WORKING DATA:
--------------------------------------------------
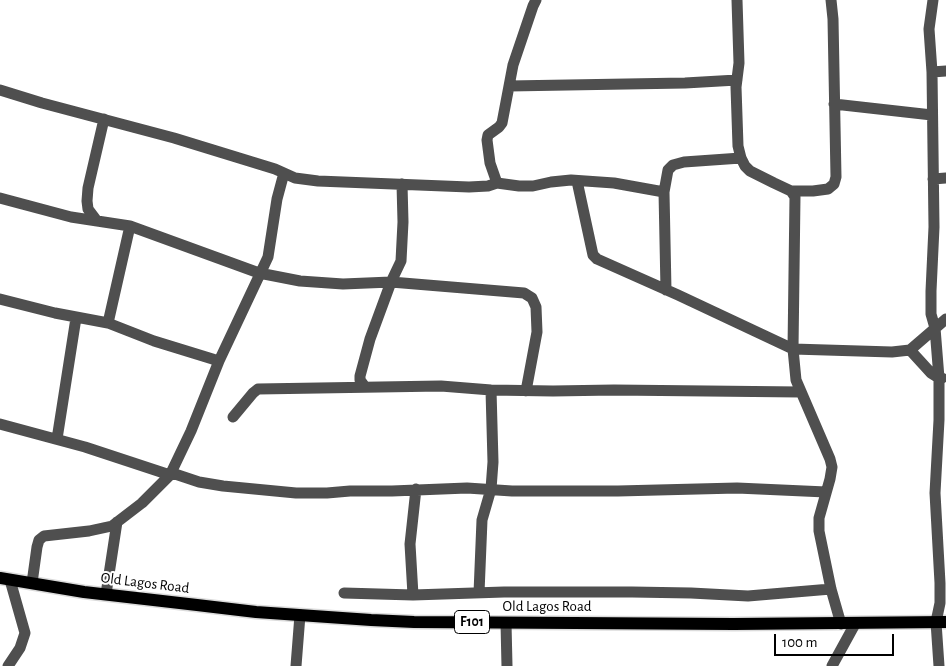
<!DOCTYPE html>
<style>
body{margin:0}
#map{position:relative;width:946px;height:666px;overflow:hidden;background:#fff;font-family:"Alegreya Sans",sans-serif}
canvas{display:block}
.scale{position:absolute;left:774px;top:634px;width:120px;height:22px;box-sizing:border-box;border:2px solid #000;border-top:0;padding-left:6px;font-size:15px;line-height:18px;white-space:nowrap;color:#000;-webkit-text-stroke:4px #fff;paint-order:stroke}
</style>
<div id="map">
<canvas width="946" height="666"></canvas>
<div class="scale">100 m</div>
</div>
<script>
const ctx = document.querySelector('canvas').getContext('2d');
ctx.lineJoin = 'round';
function shape(rows) {
  const path = new Path2D();
  for (const r of rows) {
    path.moveTo(r[0], r[1]);
    for (let i = 2; i < r.length; i += 2) path.lineTo(r[i], r[i + 1]);
  }
  return path;
}
function stroke(path, color, width, dash) {
  ctx.strokeStyle = color;
  ctx.lineWidth = width;
  ctx.lineCap = dash ? 'butt' : 'round';
  ctx.setLineDash(dash || []);
  ctx.stroke(path);
}
function write(font, color, halo, rows, align = 'center') {
  ctx.font = font + ' "Alegreya Sans",sans-serif';
  ctx.lineWidth = 4;
  ctx.setLineDash([]);
  ctx.textBaseline = 'middle';
  ctx.strokeStyle = halo;
  ctx.fillStyle = color;
  for (const [text, x, y, turn = 0] of rows) {
    ctx.save();
    ctx.translate(x, y);
    ctx.rotate((+turn || 0) * Math.PI / 180);
    ctx.textAlign = isNaN(turn) ? turn : align;
    if (halo) ctx.strokeText(text, 0, 0);
    ctx.fillText(text, 0, 0);
    ctx.restore();
  }
}
const major = shape([
 [0,578,84,592,197,605,256,612,371,620,414,622,734,624,946,622]
]);
stroke(major, '#dbdbdb', 15);
stroke(shape([
 [737,0,739,63,736,87,738,146,741,158,745,166,750,171,774,183,791,191,813,191,828,189,834,184,836,177,833,19,831,0],
 [933,0,929,29,932,72,934,227,931,291,931,314,935,328,939,378,939,420,935,493,940,583,940,603,936,622,939,666],
 [932,72,946,71],
 [509,86,685,83,737,80],
 [0,90,42,103,174,138,275,169,295,178,318,181,469,187,488,186,497,183,519,186,533,186,551,182,571,180,614,183,664,192],
 [834,104,932,115],
 [933,179,946,178],
 [577,181,593,255,597,259,678,295,793,349,892,352,910,350,946,319],
 [497,183,490,163,487,140,488,135,499,127,502,123,513,65,533,6,536,0],
 [791,191,795,197,793,349,796,380,830,459,832,467,830,479,819,518,819,531,831,589,841,624],
 [0,198,71,217,130,226,259,273,300,281,343,284,391,282,524,293,532,298,536,307,537,332,526,391],
 [97,221,88,209,87,201,88,188,104,119],
 [666,290,664,192,668,170,673,165,684,162,741,158],
 [0,299,55,313,108,323,154,341,219,361],
 [108,323,130,226],
 [910,350,931,373,939,378,942,378],
 [365,387,360,380,360,376,370,339,391,282,401,261,403,222,402,184],
 [233,417,253,393,258,389,441,386,491,390,553,391,614,390,800,392],
 [0,424,85,447,170,475,175,474,199,482,223,486,296,493,327,493,350,491,392,491,467,488,512,491,618,491,737,488,826,492],
 [57,439,76,318],
 [32,583,37,547,39,540,44,536,89,531,112,526,142,503,170,475,191,431,219,361,268,257,277,199,284,173],
 [344,593,413,595,504,592,632,592,691,593,748,596,831,589],
 [479,593,482,520,491,489,493,462,491,390],
 [106,594,117,522],
 [413,595,410,544,416,489],
 [506,623,507,666],
 [8,666,20,648,25,633,10,580],
 [296,666,300,615],
 [832,666,855,624]
]), '#4f4f4f', 11);
stroke(major, '#000', 12);
for (const [x, y, w] of [
 [472,622,35]
]) {
  const box = new Path2D();
  box.roundRect(x - w / 2, y - 11.5, w, 23, 4);
  ctx.fillStyle = '#fff';
  ctx.fill(box);
  stroke(box, '#000', 1);
}
write('bold 14px', '#000', null, [
 ["F101",472,622]
]);
write('15px', '#000', '#fff', [
 ["Old Lagos Road",145,583,7],
 ["Old Lagos Road",547,606]
]);
</script>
--------------------------------------------------
INSTRUCTIONS FOR THE TASK:
Reproduce each line of the data containing the word "position".

RESPONSE AREA:
#map{position:relative;width:946px;height:666px;overflow:hidden;background:#fff;font-family:"Alegreya Sans",sans-serif}
.scale{position:absolute;left:774px;top:634px;width:120px;height:22px;box-sizing:border-box;border:2px solid #000;border-top:0;padding-left:6px;font-size:15px;line-height:18px;white-space:nowrap;color:#000;-webkit-text-stroke:4px #fff;paint-order:stroke}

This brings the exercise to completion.